The KBO teams can sign up to three foreign players, at least one of whom must be a position player, but the Lions have now lost all three players they'd signed before the start of the season, historic futility for a club that had won four straight Korean Series championships from 2011 to 2014 and the last five pennants.
Before Baldiris, starters Collin Balester and Allen Webster were both released.
Balester went 0-3 with a 8.03 ERA in three starts when he was taken off the roster in May.
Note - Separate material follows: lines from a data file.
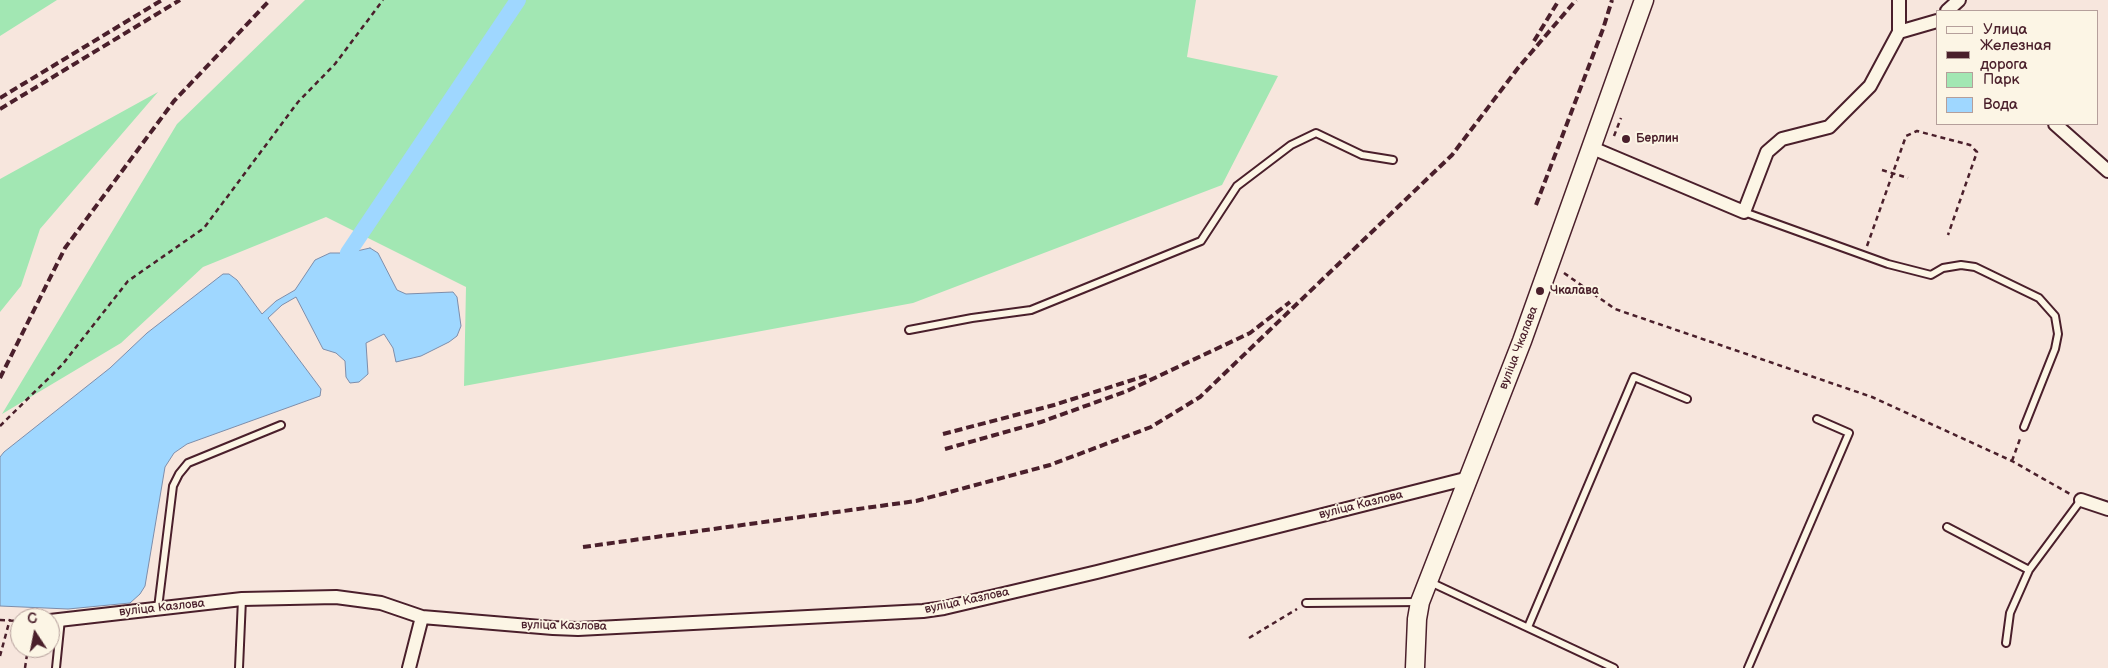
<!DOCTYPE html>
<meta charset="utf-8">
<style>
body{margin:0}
#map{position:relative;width:2108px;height:668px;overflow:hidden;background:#f7e6dd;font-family:"Balsamiq Sans",sans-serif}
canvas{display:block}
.legend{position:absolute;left:1936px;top:10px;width:162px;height:115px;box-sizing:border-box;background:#fcf5e5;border:1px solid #b59f9b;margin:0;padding:6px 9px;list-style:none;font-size:15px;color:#4a1f2b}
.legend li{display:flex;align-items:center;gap:10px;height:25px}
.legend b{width:25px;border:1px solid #b59f9b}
.north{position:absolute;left:10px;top:608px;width:50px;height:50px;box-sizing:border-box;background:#fcf5e5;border:1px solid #b59f9b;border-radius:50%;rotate:349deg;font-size:14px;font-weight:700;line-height:20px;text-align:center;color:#4a1f2b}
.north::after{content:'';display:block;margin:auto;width:18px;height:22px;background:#4a1f2b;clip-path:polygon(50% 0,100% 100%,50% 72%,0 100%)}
</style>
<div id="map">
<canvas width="2108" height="668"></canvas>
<ul class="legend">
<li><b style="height:6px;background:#fcf5e5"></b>Улица</li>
<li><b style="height:6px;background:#4a1f2b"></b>Железная дорога</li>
<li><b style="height:14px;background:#a2e7b3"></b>Парк</li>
<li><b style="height:14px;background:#9fd7ff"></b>Вода</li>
</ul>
<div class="north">С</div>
</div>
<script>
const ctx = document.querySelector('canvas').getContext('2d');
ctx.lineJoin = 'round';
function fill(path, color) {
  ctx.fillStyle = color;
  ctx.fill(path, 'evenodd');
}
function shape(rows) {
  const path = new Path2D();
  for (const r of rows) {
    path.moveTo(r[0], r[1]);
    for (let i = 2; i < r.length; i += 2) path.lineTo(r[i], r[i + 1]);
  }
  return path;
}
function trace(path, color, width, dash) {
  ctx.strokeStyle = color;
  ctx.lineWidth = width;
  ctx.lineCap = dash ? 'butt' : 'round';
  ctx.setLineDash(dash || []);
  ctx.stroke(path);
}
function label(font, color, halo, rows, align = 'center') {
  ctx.font = font + ' "Balsamiq Sans",sans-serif';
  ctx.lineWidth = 4;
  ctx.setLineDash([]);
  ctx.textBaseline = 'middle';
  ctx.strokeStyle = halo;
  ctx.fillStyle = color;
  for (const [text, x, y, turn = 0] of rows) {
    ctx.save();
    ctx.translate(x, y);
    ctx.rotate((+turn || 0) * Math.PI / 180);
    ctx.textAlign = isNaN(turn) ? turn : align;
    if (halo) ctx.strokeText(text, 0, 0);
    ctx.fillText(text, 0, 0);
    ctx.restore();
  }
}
const green = shape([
 [0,0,57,0,0,36],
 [305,0,1196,0,1187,57,1278,76,1222,185,913,303,464,386,466,287,326,217,203,267,121,343,2,414,177,124],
 [158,92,40,229,21,286,0,312,0,179]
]);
const water = shape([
 [370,248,378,253,397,290,406,294,453,292,457,297,461,326,457,336,449,342,421,356,396,362,393,348,384,334,366,343,368,374,359,382,350,383,346,377,345,361,336,353,323,349,296,297,282,305,268,318,321,389,320,396,187,444,174,453,165,467,145,586,140,594,130,603,68,609,0,606,0,457,4,452,110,368,147,333,223,274,229,274,237,280,262,314,276,301,295,290,315,260,330,253,348,253,370,248]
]);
const canal = shape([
 [348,253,518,0]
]);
const path = shape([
 [1614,136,1621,118],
 [1882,170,1908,178],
 [1867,246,1906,136,1917,131,1970,145,1977,152,1948,235],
 [1564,273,1615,309,1872,397,2012,461,2070,494],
 [0,426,62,365,128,281,204,228,298,102,335,64,383,0],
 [2012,461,2021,436],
 [0,620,20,621],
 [1249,638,1297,609],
 [0,656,10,619],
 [25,668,28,648]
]);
const lane = shape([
 [1744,212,1888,264,1931,275,1943,268,1961,265,1975,267,2039,298,2055,316,2058,334,2055,349,2024,427],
 [909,330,972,318,1031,310,1201,241,1237,186,1291,145,1316,133,1362,155,1393,160],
 [1947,527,2029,570],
 [1430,582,1614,668],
 [1306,603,1420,602],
 [158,608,173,486,179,474,188,463,281,425],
 [1528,627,1634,377,1687,399],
 [2006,643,2010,613,2029,570,2081,500],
 [56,668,61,619],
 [239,668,242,599],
 [1748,668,1849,433,1817,419]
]);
const street = shape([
 [1899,0,1899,32],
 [1947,11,1959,0],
 [2055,124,2108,171],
 [1590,147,1744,212,1767,152,1782,139,1829,127,1870,86,1899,32,1937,21],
 [2081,500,2108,509],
 [50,621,242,599,336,597,381,603,422,617,553,628,578,629,923,611,944,608,1097,572,1469,478],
 [409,668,422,617]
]);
const secondary = shape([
 [1415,668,1417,619,1420,602,1522,341,1644,0]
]);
const rail = shape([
 [1534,41,1559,0],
 [0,98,162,0],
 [0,109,180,0],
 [1536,205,1603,29,1612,0],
 [0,378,65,248,174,101,270,0],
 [943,434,1054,405,1148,375],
 [945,449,1041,422,1127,391,1250,333,1290,302],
 [583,547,916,501,1050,465,1151,427,1200,397,1452,155,1518,68,1576,0]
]);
const markers = [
 [1626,139,5,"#4a1f2b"],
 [1540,291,5,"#4a1f2b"]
];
const poiNames = [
 ["Берлин",1636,139],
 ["Чкалава",1550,291]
];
const streetNames = [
 ["вуліца Чкалава",1519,348,-69],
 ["вуліца Казлова",1361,505,-14],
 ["вуліца Казлова",967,601,-12],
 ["вуліца Казлова",162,608,-6],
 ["вуліца Казлова",564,626,1]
];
fill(green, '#a2e7b3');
fill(water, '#9fd7ff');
trace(water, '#7d8daa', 1);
trace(canal, '#9fd7ff', 16);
trace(lane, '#4a1f2b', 10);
trace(street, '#4a1f2b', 16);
trace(secondary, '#4a1f2b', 21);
trace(path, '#4a1f2b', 2.5, [5, 4]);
trace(lane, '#fcf5e5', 6);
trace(street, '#fcf5e5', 12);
trace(secondary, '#fcf5e5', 18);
trace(rail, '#4a1f2b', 4, [8, 4]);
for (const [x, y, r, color] of markers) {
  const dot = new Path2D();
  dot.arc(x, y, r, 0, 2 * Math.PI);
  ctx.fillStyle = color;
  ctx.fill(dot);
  trace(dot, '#fcf5e5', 2);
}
label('bold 12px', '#4a1f2b', '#fcf5e5', poiNames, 'left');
label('12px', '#4a1f2b', '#fcf5e5', streetNames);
</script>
Webster was 4-4 with a 5.70 ERA in 12 games when he went down with a calf injury that forced his departure in June.
After allowing 29 earned runs in 18 innings in his first four starts in May, Webster had settled down over his next three starts, holding the opponents to four earned runs in 19 innings.
With the three players not contributing much for the most part, the Lions are stuck in ninth place in the 10-team league. At 51-64-1 (wins-losses-ties), they're 4.5 games out of the last playoff spot.
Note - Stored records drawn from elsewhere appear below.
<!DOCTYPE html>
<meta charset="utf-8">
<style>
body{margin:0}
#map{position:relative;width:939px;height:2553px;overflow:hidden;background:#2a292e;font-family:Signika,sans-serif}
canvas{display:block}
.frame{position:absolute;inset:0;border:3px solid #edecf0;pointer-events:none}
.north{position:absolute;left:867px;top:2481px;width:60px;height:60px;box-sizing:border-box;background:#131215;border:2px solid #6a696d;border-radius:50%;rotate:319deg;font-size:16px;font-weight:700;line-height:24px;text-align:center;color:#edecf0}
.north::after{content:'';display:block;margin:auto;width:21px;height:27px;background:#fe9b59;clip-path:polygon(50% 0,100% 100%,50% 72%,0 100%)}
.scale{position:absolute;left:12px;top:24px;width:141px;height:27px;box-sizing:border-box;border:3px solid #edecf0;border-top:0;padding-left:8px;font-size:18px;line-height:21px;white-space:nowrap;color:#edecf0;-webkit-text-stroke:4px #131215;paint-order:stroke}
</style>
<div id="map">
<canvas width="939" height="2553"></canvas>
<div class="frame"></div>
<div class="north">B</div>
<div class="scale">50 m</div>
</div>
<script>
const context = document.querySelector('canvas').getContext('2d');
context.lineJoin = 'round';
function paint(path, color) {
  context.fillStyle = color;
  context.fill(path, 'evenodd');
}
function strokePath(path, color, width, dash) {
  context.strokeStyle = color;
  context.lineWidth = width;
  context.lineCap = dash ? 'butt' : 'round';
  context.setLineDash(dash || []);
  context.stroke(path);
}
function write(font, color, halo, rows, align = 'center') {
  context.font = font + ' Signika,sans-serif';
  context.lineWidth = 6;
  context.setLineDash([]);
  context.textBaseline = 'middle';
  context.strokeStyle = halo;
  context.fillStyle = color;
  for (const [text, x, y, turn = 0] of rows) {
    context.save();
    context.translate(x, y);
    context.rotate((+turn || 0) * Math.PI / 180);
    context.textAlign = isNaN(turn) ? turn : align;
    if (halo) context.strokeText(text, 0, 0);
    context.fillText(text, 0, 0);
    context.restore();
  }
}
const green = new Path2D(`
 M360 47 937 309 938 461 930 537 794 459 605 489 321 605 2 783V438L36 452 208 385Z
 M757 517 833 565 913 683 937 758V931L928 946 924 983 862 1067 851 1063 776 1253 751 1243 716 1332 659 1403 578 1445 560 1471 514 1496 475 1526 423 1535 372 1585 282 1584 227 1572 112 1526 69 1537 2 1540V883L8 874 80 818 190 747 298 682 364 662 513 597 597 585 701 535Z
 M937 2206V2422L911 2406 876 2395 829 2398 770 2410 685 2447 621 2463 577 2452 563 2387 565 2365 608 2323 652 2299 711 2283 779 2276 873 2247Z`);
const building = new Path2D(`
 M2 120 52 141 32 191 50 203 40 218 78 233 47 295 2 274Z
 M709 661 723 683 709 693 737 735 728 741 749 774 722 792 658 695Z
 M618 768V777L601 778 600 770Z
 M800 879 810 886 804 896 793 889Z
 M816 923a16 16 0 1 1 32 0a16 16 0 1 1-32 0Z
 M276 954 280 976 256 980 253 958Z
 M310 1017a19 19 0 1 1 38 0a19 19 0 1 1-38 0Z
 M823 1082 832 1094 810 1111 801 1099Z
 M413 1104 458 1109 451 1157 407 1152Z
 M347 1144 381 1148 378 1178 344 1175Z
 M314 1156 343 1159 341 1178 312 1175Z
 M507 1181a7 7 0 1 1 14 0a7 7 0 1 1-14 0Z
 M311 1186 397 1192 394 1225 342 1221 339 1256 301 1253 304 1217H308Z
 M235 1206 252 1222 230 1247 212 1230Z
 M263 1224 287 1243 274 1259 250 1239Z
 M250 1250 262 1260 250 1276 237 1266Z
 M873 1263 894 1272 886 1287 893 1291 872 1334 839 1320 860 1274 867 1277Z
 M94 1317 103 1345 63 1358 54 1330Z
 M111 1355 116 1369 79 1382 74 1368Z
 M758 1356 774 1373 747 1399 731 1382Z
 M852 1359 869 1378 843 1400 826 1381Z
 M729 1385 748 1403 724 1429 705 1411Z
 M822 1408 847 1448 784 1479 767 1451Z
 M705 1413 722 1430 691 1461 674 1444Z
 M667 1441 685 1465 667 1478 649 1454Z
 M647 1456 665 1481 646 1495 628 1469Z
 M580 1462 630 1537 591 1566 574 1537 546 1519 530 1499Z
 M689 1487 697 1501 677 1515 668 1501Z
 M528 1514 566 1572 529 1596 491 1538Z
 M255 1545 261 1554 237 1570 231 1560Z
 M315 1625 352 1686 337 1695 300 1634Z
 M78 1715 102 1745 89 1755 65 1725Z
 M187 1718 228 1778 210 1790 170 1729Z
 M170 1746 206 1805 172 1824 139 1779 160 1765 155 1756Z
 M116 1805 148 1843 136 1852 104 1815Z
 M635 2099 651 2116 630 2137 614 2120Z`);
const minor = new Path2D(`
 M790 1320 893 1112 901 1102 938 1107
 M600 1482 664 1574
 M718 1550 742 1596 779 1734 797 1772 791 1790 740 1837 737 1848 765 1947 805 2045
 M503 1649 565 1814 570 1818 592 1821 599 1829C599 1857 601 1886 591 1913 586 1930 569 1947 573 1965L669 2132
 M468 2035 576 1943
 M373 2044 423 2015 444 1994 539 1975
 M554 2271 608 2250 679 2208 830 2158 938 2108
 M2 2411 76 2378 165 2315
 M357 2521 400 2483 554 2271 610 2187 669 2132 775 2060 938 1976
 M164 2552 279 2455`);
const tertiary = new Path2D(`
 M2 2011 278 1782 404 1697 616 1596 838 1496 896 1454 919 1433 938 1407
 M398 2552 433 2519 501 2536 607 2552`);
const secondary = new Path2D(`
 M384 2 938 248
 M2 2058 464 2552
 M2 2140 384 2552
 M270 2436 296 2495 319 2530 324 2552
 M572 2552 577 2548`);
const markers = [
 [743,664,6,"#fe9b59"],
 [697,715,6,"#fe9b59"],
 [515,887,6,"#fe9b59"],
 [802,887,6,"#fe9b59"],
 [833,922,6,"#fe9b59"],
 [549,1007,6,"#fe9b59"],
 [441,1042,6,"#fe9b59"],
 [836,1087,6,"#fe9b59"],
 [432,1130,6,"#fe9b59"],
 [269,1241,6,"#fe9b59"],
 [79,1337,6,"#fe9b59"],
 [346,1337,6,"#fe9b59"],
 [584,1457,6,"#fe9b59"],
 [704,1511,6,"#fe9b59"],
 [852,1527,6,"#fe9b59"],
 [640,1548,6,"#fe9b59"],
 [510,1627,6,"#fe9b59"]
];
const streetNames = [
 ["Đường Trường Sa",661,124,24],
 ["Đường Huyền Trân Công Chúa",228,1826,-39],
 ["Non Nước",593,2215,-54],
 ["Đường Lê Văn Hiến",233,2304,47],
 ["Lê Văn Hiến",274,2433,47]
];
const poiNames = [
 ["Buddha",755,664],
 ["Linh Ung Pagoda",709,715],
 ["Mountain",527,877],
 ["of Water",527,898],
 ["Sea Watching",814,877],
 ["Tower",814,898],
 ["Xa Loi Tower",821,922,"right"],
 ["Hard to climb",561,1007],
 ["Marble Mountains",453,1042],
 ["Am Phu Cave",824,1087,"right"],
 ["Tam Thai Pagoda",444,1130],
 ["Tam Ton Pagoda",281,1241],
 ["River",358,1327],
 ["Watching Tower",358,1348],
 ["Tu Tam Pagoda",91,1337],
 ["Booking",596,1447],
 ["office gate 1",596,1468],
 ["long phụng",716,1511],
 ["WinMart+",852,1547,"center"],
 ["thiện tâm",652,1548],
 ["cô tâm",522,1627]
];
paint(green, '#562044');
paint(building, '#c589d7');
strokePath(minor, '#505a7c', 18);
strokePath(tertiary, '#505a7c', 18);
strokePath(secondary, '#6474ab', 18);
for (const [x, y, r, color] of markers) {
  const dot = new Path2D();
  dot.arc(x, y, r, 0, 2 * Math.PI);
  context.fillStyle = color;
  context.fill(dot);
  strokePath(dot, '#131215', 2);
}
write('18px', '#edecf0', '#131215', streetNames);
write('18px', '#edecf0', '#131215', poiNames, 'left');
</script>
The replacements for Balester and Webster haven't fared any better. Arnold Leon, who came in after Balester, pitched in only two games, with a 0-1 record and an 11.25 ERA. He actually went 57 days between his first and second starts, and has been dealing with shoulder tightness since July 23.
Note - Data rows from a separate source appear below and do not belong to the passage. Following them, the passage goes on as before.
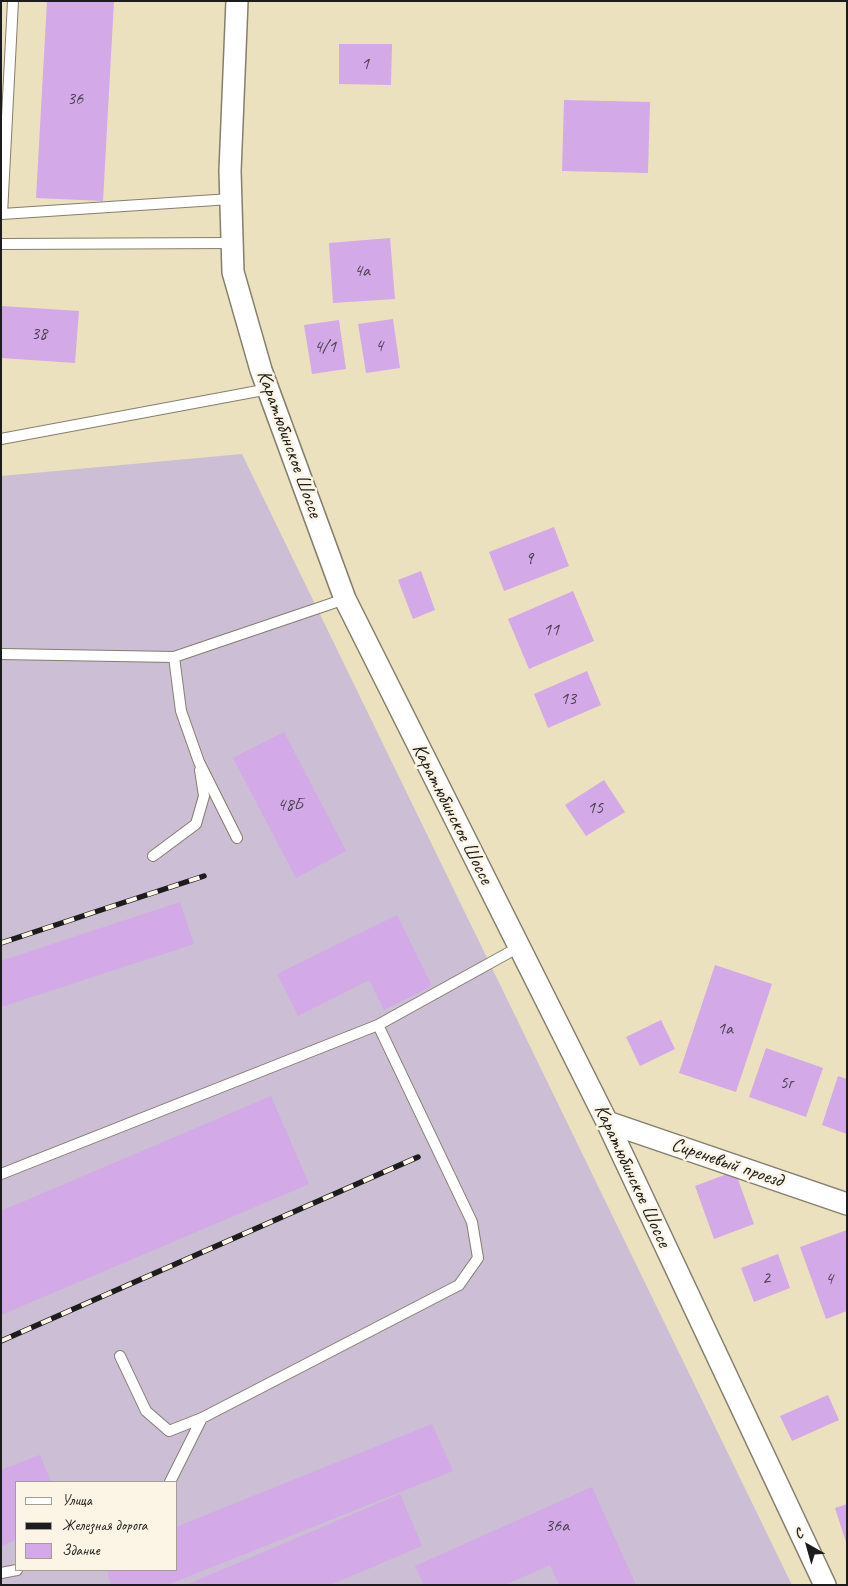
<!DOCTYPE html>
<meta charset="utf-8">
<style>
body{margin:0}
#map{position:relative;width:848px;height:1586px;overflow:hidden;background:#ece1be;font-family:Caveat,sans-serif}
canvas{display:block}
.frame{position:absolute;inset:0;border:2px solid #1c1c1c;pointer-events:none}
.legend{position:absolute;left:15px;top:1481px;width:162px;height:90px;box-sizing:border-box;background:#fcf5e5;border:1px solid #a29e95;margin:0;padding:6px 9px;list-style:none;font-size:15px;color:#1c1c1c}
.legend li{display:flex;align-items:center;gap:10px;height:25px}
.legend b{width:25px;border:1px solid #a29e95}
.north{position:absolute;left:783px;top:1521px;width:50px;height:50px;-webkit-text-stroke:4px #fcf5e5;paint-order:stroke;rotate:322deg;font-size:14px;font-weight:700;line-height:20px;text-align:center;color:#1c1c1c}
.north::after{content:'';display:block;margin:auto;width:18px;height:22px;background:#1c1c1c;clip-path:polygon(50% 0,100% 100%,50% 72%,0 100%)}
</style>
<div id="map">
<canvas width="848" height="1586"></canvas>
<div class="frame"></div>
<ul class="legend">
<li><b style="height:6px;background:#fff"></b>Улица</li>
<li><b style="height:6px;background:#1c1c1c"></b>Железная дорога</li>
<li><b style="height:14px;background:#d3a9e7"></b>Здание</li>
</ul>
<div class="north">С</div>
</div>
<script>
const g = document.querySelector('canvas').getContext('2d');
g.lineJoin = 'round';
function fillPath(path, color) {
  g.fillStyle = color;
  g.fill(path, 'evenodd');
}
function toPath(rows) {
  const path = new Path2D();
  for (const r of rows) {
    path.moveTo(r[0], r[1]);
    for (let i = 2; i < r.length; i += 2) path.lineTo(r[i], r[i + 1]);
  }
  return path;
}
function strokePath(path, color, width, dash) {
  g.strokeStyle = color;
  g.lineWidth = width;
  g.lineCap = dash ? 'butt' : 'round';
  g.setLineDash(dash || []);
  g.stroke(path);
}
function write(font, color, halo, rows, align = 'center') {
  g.font = font + ' Caveat,sans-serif';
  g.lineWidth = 5;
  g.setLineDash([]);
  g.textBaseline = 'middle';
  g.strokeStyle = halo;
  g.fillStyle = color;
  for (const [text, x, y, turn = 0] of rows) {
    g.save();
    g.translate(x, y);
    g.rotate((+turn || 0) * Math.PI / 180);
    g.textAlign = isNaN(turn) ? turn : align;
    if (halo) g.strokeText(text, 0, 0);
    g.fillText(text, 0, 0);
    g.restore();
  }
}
const industrial = toPath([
 [242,454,792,1585,1,1585,1,476],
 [16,1482,176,1482,176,1570,16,1570]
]);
const building = toPath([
 [47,1,114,1,103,201,36,198],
 [339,44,392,44,391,85,339,84],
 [564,100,650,102,648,173,562,171],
 [390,238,395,299,333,303,329,243],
 [1,306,79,311,75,363,1,358],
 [393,319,400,368,366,373,358,324],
 [339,320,346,369,312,374,304,325],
 [554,527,569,566,504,591,489,552],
 [421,571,435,610,413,619,398,580],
 [573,591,594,641,529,669,508,619],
 [587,671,601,705,548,728,534,694],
 [284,732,346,851,296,878,233,758],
 [604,780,625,812,586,836,565,805],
 [180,902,194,944,1,1007,1,961],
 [397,915,432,986,384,1010,369,980,298,1016,277,974],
 [715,965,772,984,736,1092,679,1073],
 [661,1020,675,1049,640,1066,626,1037],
 [766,1048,823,1068,806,1117,749,1097],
 [838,1076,847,1079,847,1134,822,1125],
 [271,1096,309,1184,1,1315,1,1211],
 [735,1171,754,1224,714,1239,695,1186],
 [847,1230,847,1311,826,1319,800,1247],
 [778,1254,790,1288,754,1302,741,1268],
 [828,1395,839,1420,792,1441,780,1416],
 [432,1424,453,1471,167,1585,111,1585,107,1570,176,1570,176,1527],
 [40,1455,51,1482,16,1482,16,1540,1,1546,1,1470],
 [592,1487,636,1585,559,1585,550,1565,505,1585,424,1585,415,1566],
 [400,1494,422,1546,330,1585,186,1585],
 [847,1504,847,1542,846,1542,835,1508]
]);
const lane = toPath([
 [13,1,2,214,231,199],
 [1,244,233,243],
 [1,439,269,389],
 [1,654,174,657,345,599],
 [174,657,181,711,199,762,237,838],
 [153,856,196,824,204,796,200,770],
 [1,1174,378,1025,519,947],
 [120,1356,146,1411,169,1431,202,1418,459,1285,478,1258,472,1222,378,1025],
 [170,1482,202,1418],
 [1,1573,17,1570]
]);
const street = toPath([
 [237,1,230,171,233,272,261,370,345,599,607,1122,825,1585],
 [607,1122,847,1204]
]);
const rail = toPath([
 [1,943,204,876],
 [1,1341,418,1157]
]);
const numberNames = [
 ["1",365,64],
 ["36",75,99],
 ["4а",362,271],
 ["38",39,334],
 ["4",379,346],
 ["4/1",325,347],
 ["9",529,559],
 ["11",551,630],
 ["13",568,699],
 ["48Б",290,805],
 ["15",595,808],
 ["1а",725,1029],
 ["5г",786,1083],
 ["2",766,1278],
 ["4",829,1279],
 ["36а",557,1526]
];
const streetNames = [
 ["Каратюбинское Шоссе",289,444,70],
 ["Каратюбинское Шоссе",452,814,63],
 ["Сиреневый проезд",727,1163,19],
 ["Каратюбинское Шоссе",632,1176,65]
];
fillPath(industrial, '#ccbed4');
fillPath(building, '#d3a9e7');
strokePath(lane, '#847e6d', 12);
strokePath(street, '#847e6d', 24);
strokePath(lane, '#fff', 10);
strokePath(street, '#fff', 21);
strokePath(rail, '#1c1c1c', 5.5);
strokePath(rail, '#fcf5e5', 4, [11]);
write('18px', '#4a3f4f', null, numberNames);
write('20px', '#1c1c1c', '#fcf5e5', streetNames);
</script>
Yohan Flande, who replaced Webster, has gone 2-3 in seven starts with a 7.20 ERA.
The KBO teams can only make two roster changes involving foreign players, and the Lions have maxed out with Leon and Flande. Their offense will have to do without a foreign bat, though they've done just fine despite Baldiris' struggles, batting .293 as a team to rank second.
Teams here often go with two starting pitchers and one slugger from overseas. These starters usually occupy the top two spots in their respective rotations, while the hitters account for big chunks of the clubs' offensive production.
It's no coincidence that the Doosan Bears, sitting pretty in first place by six games at 76-42-1, have received 31 victories from their two American pitchers, Dustin Nippert and Michael Bowden. Their one foreign hitter, Nick Evans, has put a slow start behind him and is mashing to the tune of 21 home runs, 73 RBIs and a .304/.391/.569 line in 94 games.
The NC Dinos, in second place, have 22 wins from Eric Hacker and Zach Stewart. Eric Thames, their first baseman and reigning KBO MVP, leads the league with 39 home runs and a .737 slugging percentage.
No club has had fewer wins by foreign pitchers than the Lions' six.
And this was an apt microcosm of how the season has gone for the Lions: hours after the club announced Baldiris' release, Flande was shelled for eight runs -- six earned -- on seven hits and five walks in 2 2/3 innings against the Nexen Heroes.